Confusion...why now?

What do you want? And why now?

Its been years since I thought of you. Years since we lost touch. Years.
But here you are. In my dreams. Every night for the past two weeks and I don't understand.
Even in my dreams, you are the same as you were back then. Flirting and touching. Keeping me right on the edge of wanting you so bad that it hurt. You're demanding all of my attention again and I don't want to give it to you. I don't want to give in to you. I can't do it.

All this time has passed...so what the hell do you want?

Do you remember how you cried when I told you I was going to marry him? Do you remember how you begged me not to? And when I asked you why, you shied away. Even after I said for you I wouldn't. You wouldn't admit it then and I know you won't admit it now.

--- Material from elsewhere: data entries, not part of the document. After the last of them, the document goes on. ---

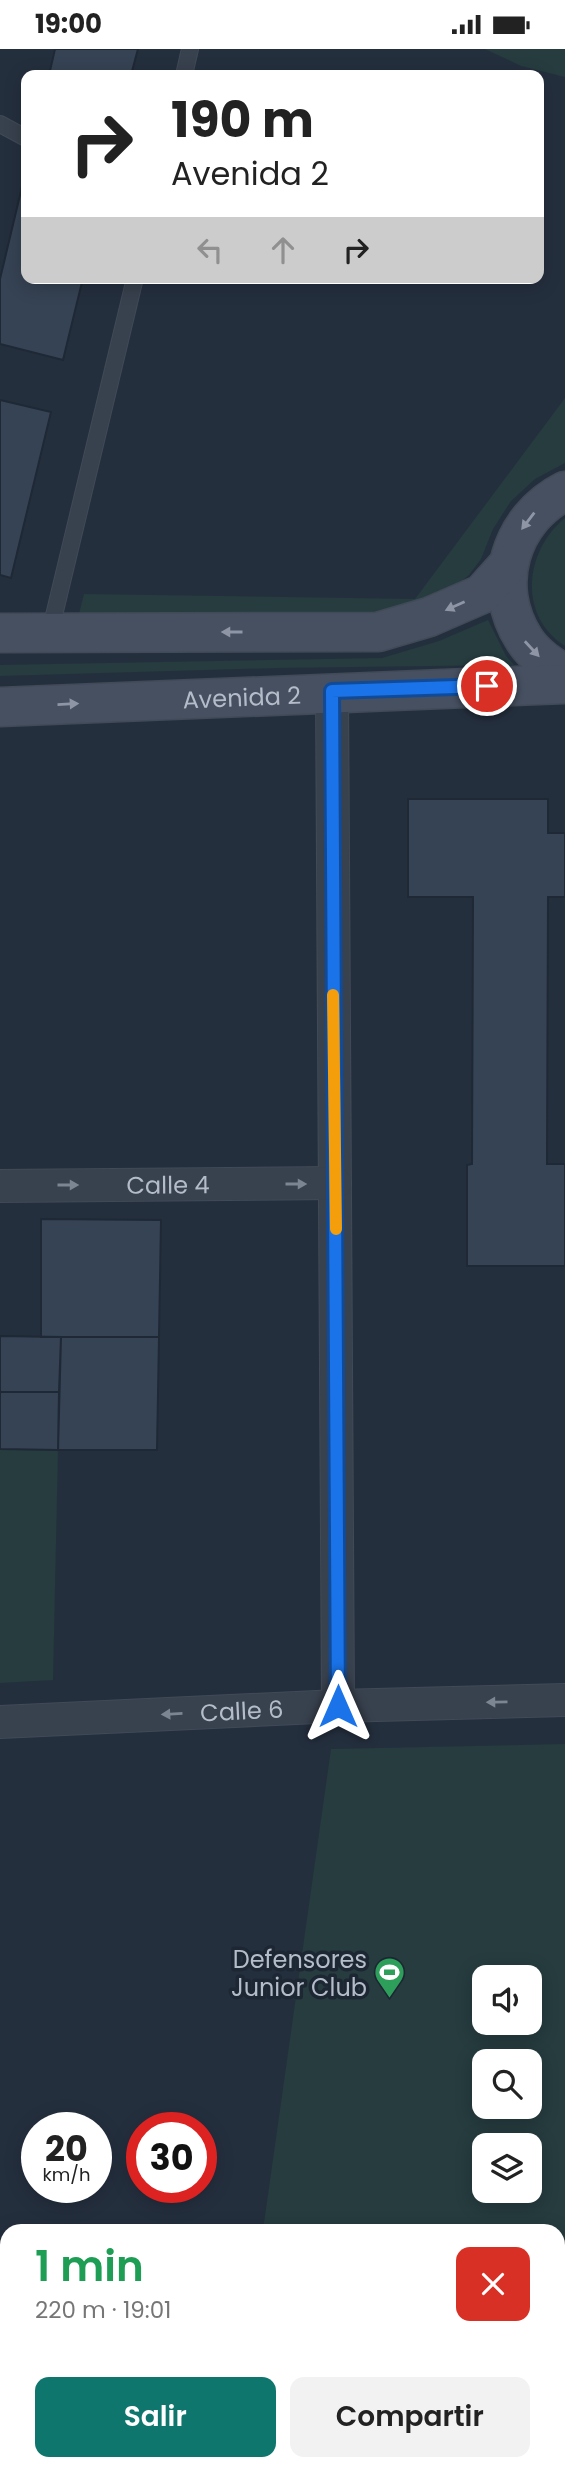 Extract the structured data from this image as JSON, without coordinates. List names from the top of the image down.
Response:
{
  "streets": {
    "main road": ["Avenida 2"],
    "street": ["Calle 4", "Calle 6"]
  },
  "one_way": ["Calle 4", "Calle 6"],
  "places": {
    "sports": ["Defensores Junior Club"]
  },
  "page": {
    "status": "19:00",
    "turn": ["190 m", "Avenida 2"],
    "speed": "20 km/h",
    "limit": "30",
    "heading": ["1 min", "220 m · 19:01"],
    "buttons": ["Salir", "Compartir"]
  }
}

And those few years that went by, when we didn't speak, I looked for you. I looked everywhere. I even went to your fathers house, hoping to God that I would have one more chance to tell you what you had meant to me back then. Time went by and then you found me. You found me when I was already in love with her. A love so unbelievable that it made what we had look like a joke. You wouldn't see me, but I knew you wanted to. I knew I had to see you. I had to let you know once and for all what I felt for you.

You made me tell you over the phone. And I confessed that I loved you then. That all you had to do was say the word and I would have never married him. I would have been with you. Would have. But everything happens for a reason and I know now that we were never meant to be.

Was it fear of acceptance that kept you away? I know you loved me. Hell, your own brother was gay and out. But you held me at an arms length away, pulling when you wanted and pushing when you didn't. I wasn't your toy then and I refuse to be now.

So stay out of my dreams. Because I don't understand. And if you are upset because I'm happy without you...GOOD. Because I have no regrets and wouldn't change a thing.